Based on the lessons from the Danish Action Plans on the Aquatic Environment and the HELCOM Baltic Sea Action Plan, the following DO’s and DON’T’s of evidence-based nutrient management strategies can be made:

- DO understand that ecosystem-based management is adaptive and science-based.
- DON’T assume that decisions can not be taken because of incomplete knowledge and uncertainty.

- DO evidence-based target setting and exhaustive planning, the latter involving decisionmakers, authorities and all stakeholders.
- DON’T wait for perfection and all-inclusive ecosystem understanding.

- DO a full execution of the plan.
- DON’T rely on voluntary agreements or guidelines.

- DO monitoring with ecologically relevant resolution in time and space.
- DON’T underestimate resources needed for sampling, quality assurance, analysing data and reporting.

- DO regular evaluations in regard to the progress of the nutrient management strategy.
- DON’T disregard the advantages of a dual monitoring strategy focusing on both nutrient inputs as well as ecological responses to lowered nutrient inputs.

An important lesson learned from the Danish Action Plans on the Aquatic Environment and the HELCOM Baltic Sea Action Plan is that decisions are often made in short windows of opportunity. It is critical to prepare for those brief moments where decisions and actions can be taken. Preparation of decision support systems and determining the best possible scientific basis for decision-making can provide the scientific basis for actions to be implemented.

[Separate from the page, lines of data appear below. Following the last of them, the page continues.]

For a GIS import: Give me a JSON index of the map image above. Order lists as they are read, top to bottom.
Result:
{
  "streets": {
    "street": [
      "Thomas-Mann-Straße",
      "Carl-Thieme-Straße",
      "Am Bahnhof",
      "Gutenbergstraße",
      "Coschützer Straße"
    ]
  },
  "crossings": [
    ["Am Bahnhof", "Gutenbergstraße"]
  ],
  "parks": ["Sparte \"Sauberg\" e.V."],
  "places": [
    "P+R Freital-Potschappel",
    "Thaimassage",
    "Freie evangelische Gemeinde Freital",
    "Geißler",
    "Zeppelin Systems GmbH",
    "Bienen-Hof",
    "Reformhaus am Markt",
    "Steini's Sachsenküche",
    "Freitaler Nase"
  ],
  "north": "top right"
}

Perhaps the most important lesson is that time is needed before the effects of changes in human behaviour can be observed in nutrient inputs and, eventually, in the ecological quality of the marine environment. It would, therefore, be prudent to ask if we, within a decade or two, can expect to have a marine environment not affected by eutrophication as required by national and international processes, e.g. the Danish Action Plan on the Aquatic Environment, the EU Water Framework Directive, the EU Marine Strategy Directive and the HELCOM Baltic Sea Action Plan. There are a number of factors underlying the slow response of ecosystems, e.g. delays in nutrient inputs from fields to streams and rivers caused by retention in the soil. There is a growing recognition that the recovery trajectories differ from the well known degradation trajectories (Duarte et al. 2009; Laamanen et al. submitted). Another challenge is a shifting baseline caused by increasing temperatures, resulting in a situation where loads of nutrients probably have to be reduced more than estimated in a situation with stable temperatures (Laamanen et al. submitted). Apparently, we face two counteracting process, one where nutrient loads are progressively reduced, and one where sea temperatures are rising. The prospects in regard to the long-lasting eutrophication crisis are not good due to the lack of political will to act, a fact being sustained by the current financial crisis.